One dynamic I've always noticed. If I sit down to intentionally write something wise or profound, as I am occasionally tempted to do, it backfires every time. That's when the ego is creeping in, and the Spirit calls me out on it every time. The entry winds up sounding forced, dull, thoroughly uninspired. Conversely, any time I have ever written anything that had the ring of truth to it, I am convinced it did not come from me. I had no idea what idea was going to emerge when I sat down to write it, and when I re-read it, it sounds like it came from someone else's mind.
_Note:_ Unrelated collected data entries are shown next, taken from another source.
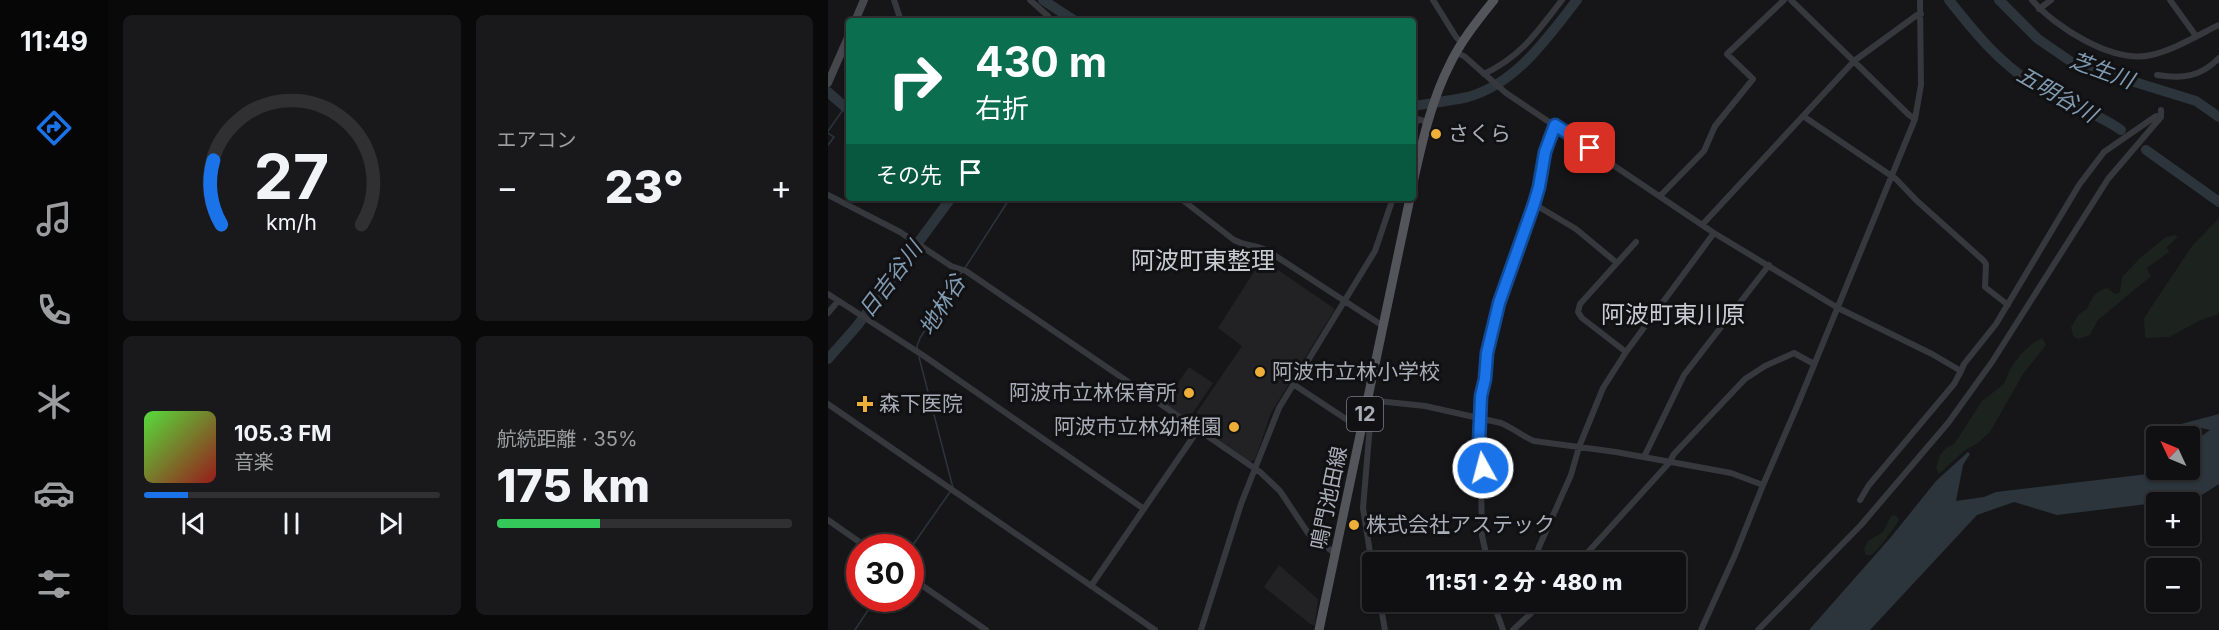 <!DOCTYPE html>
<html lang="ja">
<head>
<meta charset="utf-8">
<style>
	:root { --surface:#101012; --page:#19191b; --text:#f1f3f6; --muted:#9c9d9f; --line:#303032; --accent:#1a73e8 }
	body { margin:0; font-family:Inter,"Noto Sans JP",sans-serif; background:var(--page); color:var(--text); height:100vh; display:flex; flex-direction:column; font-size:22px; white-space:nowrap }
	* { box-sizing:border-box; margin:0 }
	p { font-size:20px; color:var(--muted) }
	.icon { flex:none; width:33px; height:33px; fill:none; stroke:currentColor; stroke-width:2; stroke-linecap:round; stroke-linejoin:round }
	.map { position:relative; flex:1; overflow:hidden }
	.side { display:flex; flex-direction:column; gap:15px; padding:15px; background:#09090a; width:720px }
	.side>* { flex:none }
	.top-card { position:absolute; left:18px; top:18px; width:570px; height:183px; border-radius:6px; box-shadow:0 2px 4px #0004,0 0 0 2px var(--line); background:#0b6e4f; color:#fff; overflow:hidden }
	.needle { width:39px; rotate:314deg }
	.fabs { position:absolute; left:1318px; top:426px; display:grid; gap:12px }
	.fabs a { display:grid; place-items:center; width:54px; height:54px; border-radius:6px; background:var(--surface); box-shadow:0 2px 4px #0004,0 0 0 2px var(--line); font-size:30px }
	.speed { position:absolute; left:18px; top:534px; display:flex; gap:12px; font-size:30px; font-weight:700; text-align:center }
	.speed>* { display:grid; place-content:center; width:78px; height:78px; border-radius:50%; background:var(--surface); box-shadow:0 2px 4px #0004,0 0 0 2px var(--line); line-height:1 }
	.speed .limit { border:9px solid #d22; background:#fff; color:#111 }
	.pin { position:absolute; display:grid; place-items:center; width:51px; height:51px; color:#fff; margin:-26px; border-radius:12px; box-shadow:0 3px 9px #0006 }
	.me { position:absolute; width:66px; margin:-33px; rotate:353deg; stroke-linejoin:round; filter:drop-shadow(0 0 4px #0008) }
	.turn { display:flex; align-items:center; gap:21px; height:126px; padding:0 30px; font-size:27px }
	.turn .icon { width:78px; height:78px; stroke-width:2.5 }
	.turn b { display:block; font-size:42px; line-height:51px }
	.then { display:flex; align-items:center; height:57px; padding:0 30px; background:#0003; gap:12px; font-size:22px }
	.big { font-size:45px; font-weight:800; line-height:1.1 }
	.side .tile { flex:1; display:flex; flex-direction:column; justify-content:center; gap:9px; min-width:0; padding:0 21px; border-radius:9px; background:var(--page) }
	.side .dial { align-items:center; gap:0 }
	.dial svg { height:156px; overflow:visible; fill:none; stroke:var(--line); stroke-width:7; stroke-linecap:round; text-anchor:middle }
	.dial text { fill:var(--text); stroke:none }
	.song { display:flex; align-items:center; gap:18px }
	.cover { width:72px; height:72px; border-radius:9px; background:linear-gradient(135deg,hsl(110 70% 55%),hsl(0 70% 35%)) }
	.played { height:6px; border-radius:3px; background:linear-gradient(90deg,var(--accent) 15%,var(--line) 15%) }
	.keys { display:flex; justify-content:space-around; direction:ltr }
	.heat { display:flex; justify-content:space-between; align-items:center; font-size:33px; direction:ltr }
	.charge { height:9px; border-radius:4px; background:linear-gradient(90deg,#34c759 35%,var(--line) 0) }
	.side .tiles { flex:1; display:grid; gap:15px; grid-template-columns:repeat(2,1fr) }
	.trip { position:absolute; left:534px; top:552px; width:324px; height:60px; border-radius:6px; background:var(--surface); box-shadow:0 2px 4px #0004,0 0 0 2px var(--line); font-weight:800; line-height:60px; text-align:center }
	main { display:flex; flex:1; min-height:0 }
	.tabs { display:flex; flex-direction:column; width:108px; justify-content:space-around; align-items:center; background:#060607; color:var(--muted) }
	.tabs .icon { width:42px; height:42px }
	.tabs .active { color:var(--accent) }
	.tabs b { font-size:27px; color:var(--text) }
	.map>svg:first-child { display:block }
	.built { fill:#222225 }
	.green { fill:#1c221d }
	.water { fill:#2c353b }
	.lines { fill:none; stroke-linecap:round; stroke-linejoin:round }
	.stream { stroke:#2c353b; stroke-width:1.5 }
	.river { stroke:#2c353b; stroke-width:10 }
	.street { stroke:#37383d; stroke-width:6 }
	.secondary { stroke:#45474c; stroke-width:8 }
	.primary { stroke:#53555b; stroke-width:9 }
	.route-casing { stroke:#114b97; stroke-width:15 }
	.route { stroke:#1a73e8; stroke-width:10 }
	.poi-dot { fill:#edaf39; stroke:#111113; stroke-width:2 }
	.labels { text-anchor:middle; stroke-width:6; stroke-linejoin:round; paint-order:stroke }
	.shield { fill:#111113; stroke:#7b7e86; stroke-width:1.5 }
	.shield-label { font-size:20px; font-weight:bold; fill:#a8adb7 }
	.poi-label { font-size:21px; fill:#a8adb7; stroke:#111113; text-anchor:start }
	.street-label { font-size:21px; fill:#a8adb7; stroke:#111113 }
	.water-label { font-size:22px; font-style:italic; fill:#809bb1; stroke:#111113 }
	.quarter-label { font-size:24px; fill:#c9ccd3; stroke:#111113 }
</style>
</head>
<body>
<main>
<nav class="tabs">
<b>11:49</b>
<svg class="icon active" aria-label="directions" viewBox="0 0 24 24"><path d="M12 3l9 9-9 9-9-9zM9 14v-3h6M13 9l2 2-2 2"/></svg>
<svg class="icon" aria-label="music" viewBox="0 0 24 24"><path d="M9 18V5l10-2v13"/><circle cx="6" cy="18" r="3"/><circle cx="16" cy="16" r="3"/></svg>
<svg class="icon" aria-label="phone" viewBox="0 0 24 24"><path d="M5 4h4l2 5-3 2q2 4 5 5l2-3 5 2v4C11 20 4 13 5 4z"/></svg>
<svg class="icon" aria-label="climate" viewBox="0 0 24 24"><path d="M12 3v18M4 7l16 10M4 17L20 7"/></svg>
<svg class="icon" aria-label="car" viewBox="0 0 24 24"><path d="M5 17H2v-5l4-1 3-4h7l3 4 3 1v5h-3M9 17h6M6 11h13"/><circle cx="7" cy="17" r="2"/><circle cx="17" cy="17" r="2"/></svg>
<svg class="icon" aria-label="filters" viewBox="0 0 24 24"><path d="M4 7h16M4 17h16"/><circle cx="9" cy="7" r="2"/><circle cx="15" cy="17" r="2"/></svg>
</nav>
<section class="side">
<div class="tiles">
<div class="tile dial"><svg viewBox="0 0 100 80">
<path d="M14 69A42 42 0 1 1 86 69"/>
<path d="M14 69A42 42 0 0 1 10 36" stroke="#1a73e8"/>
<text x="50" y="56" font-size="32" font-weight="700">27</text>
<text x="50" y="72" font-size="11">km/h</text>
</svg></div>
<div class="tile"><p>エアコン</p>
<div class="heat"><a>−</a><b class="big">23°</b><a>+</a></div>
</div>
<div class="tile">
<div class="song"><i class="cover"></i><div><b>105.3 FM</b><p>音楽</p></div></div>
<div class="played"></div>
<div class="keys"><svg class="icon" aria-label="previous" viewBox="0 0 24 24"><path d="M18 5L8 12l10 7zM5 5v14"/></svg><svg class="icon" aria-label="pause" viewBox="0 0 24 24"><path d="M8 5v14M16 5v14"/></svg><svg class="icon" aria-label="next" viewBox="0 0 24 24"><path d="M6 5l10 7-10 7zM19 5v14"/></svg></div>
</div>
<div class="tile"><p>航続距離 · 35%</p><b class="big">175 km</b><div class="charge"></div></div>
</div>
</section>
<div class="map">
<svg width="1391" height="630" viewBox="0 0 1391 630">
	<rect width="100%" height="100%" fill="#161618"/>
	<path class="built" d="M434,259L507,309L443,413L427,460L421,462L399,447L404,440L399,446L363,421L414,346L390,328Z
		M361,367L385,383L360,420L336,403Z
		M451,565L490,599L487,625L482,624L436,587Z"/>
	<path class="green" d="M1391,218V314L1373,320L1341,337L1317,338L1316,318L1364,246Z
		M1347,235L1350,237L1339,247L1341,252L1319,268L1320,272L1323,276L1270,320L1262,335L1250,339L1245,336L1243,327L1251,314L1259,309C1264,298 1267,291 1279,288L1287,294L1292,292L1294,277L1312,258L1338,237Z
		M1214,338L1218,345L1195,374L1162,432L1150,443L1137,450L1111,474L1108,468L1112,455L1118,448L1126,444L1154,401L1176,384L1182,369L1193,354L1205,343Z
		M1068,515L1071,520C1063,532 1054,545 1044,555H1038L1036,549L1040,541L1055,532L1063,516Z"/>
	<path class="water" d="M1391,414V484L1369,498L1229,515L1186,502L1149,515L1042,630H981L1063,537L1108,481L1140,452L1142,454L1135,465L1128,501L1156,497L1168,492L1320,474L1329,467V470H1362V444L1382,430L1369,427L1350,432L1353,424Z"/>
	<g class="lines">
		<path class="stream" d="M0,131L17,107
			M0,133L6,137L0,145
			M137,268L182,198
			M35,313L37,314
			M89,350V346L92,338L134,272
			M91,357L125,488
			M82,549L122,492
			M27,630L48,598"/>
		<path class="river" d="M215,0L247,21
			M1121,0C1147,33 1173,65 1210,87C1236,103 1268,112 1293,130
			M1171,0L1210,39L1245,63L1368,101L1391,117
			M0,92L17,107L21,104
			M585,106C603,103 622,101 640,97C689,83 719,38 749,0
			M1318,150L1391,202
			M0,359L29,326L123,198"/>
		<path class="street" d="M66,0L73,21
			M202,0L220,16L215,21
			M605,0L628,37L634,43
			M963,0L1081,115L1087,119
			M1204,0C1227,27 1285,64 1323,55C1346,50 1370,35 1391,25
			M1342,0L1368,36
			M1211,9L1223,0
			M628,53L636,56L678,93L886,233L1010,308L1104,354L1133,371L1126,384L1041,485L1032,500
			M656,74C694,56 709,32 734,0
			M1329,75C1355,79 1372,77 1391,58
			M975,116L1068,179L1088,200L1155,260L1158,264L1157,287L1180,305
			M585,132L589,119L600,122
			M0,195L72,232L123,266L138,271L432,472L452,491L480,533L508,554
			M832,196L876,151L887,126L925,79L899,54L956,0
			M352,198L406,240C417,246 429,245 440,251L555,326
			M706,204L748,229L789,263L808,242
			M874,225L1026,61L1089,15L1093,14
			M789,263L752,304L750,312L754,318L798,352
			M0,294L96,356L316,509
			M0,313L10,301
			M1133,371L1136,364L1168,324L1251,185L1276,152L1328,116L1333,117
			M465,384L533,429
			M540,400L597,406L673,423C685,428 694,436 706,441L788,452L903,473L935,485L970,404L1087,119L1093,85L1092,0
			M544,401L535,508L544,565
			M0,404L327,630
			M816,457L856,375L941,265
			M0,520L40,548
			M660,562L654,536L653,483L655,468L651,443L653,396L659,353L671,303L706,204L711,187L717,152L727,125
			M706,562L711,547L743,475L751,447L775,388L798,352L886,233
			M751,562L841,463L846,454L917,379L937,366L966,353L986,364
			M82,577L158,630
			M263,586L370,430
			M552,602L557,630
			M665,602L675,630
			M670,610L678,602
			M373,630L413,504L451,408L547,251L565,198
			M685,630L715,602
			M873,630L907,555L935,485
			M930,630L1033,525L1120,423L1164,362L1280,179L1333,117V110"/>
		<path class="secondary" d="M27,21L36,0
			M0,83L21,35"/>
		<path class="primary" d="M585,183C594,143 603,101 622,64C633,41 650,20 666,0
			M491,630L582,198"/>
	</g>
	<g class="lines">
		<defs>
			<path id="route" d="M655,468L651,443L653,396L657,379L659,353L671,303L706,204L711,187L717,152L727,125L762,148"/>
		</defs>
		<use href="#route" class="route-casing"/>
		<use href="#route" class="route"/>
	</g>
	<g class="poi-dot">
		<circle cx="608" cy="134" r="6"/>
		<circle cx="432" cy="372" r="6"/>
		<circle cx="361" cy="393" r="6"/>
		<path d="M34 395h6v6h6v6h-6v6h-6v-6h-6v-6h6z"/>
		<circle cx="406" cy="427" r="6"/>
		<circle cx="526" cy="525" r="6"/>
	</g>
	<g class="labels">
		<rect class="shield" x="519" y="397" width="36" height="34" rx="4.5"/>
		<g class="shield-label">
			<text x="537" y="421">12</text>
		</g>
		<g class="poi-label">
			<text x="620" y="141">さくら</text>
			<text x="444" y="379">阿波市立林小学校</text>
			<text x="349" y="400" text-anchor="end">阿波市立林保育所</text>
			<text x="51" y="411">森下医院</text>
			<text x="394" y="434" text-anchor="end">阿波市立林幼稚園</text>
			<text x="538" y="532">株式会社アステック</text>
		</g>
		<g class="street-label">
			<text transform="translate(501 498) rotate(-78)" y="7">鳴門池田線</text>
		</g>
		<g class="water-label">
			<text transform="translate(1274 70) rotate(20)" y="8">芝生川</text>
			<text transform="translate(1229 94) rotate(30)" y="8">五明谷川</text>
			<text transform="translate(62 279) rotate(-53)" y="8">日吉谷川</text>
			<text transform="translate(114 305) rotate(-58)" y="8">地林谷</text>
		</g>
		<g class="quarter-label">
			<text x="375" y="269">阿波町東整理</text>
			<text x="845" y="323">阿波町東川原</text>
		</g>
	</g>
</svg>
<div class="fabs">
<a><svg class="needle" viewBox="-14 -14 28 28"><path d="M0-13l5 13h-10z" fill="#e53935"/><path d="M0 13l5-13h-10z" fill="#9c9d9f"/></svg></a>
<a>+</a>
<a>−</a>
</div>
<div class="speed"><div class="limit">30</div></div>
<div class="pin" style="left:762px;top:148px;background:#d93025"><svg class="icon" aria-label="arrive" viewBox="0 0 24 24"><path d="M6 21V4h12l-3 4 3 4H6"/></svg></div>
<svg class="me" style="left:655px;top:468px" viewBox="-20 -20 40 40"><circle r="17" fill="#1a73e8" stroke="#fff" stroke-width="3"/><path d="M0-11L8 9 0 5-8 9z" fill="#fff"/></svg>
<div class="trip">11:51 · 2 分 · 480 m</div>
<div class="top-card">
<div class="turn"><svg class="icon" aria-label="right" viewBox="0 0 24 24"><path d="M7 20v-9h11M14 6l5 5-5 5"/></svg><div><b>430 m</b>右折</div></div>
<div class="then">その先<svg class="icon" aria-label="arrive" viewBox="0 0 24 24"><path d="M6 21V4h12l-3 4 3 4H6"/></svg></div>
</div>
</div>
</main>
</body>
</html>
So I can't explain why I write. It seems to have its own purpose which defies explanation. Clearly, it is a history of my love affair with God (or, perhaps more accurately, the story of God's relentless, passionate pursuit of me).

Gethsemani's Abbot Elias, in his chapter talk this week, spoke similarly of the monk's vocation, which likewise has no readily-identified purpose. It is a life that exists for its own sake:

I sometimes think the idea of going to a monastery to interview monks is about as intelligent as going to a resort to interview people on their honeymoon and ask them why they are there. The comparison is not as silly as it sounds. The heart of Cistercian spirituality has always been the prospect of spousal union between God and the soul. Such union--or even its pursuit--transcends rational explanation.

I cannot explain why God pursues me, or why I need to write about it, but I am grateful nevertheless.

2 comments:

Michael Brown said...

Everything you write today is exactly my experience as well concerning my own writing. I am at a point where I cannot not write.

Unknown said...

You are right on the money. Sometimes I write just to unburden my mind, other times God writes and I think "did I write that?" Either way, keep writing.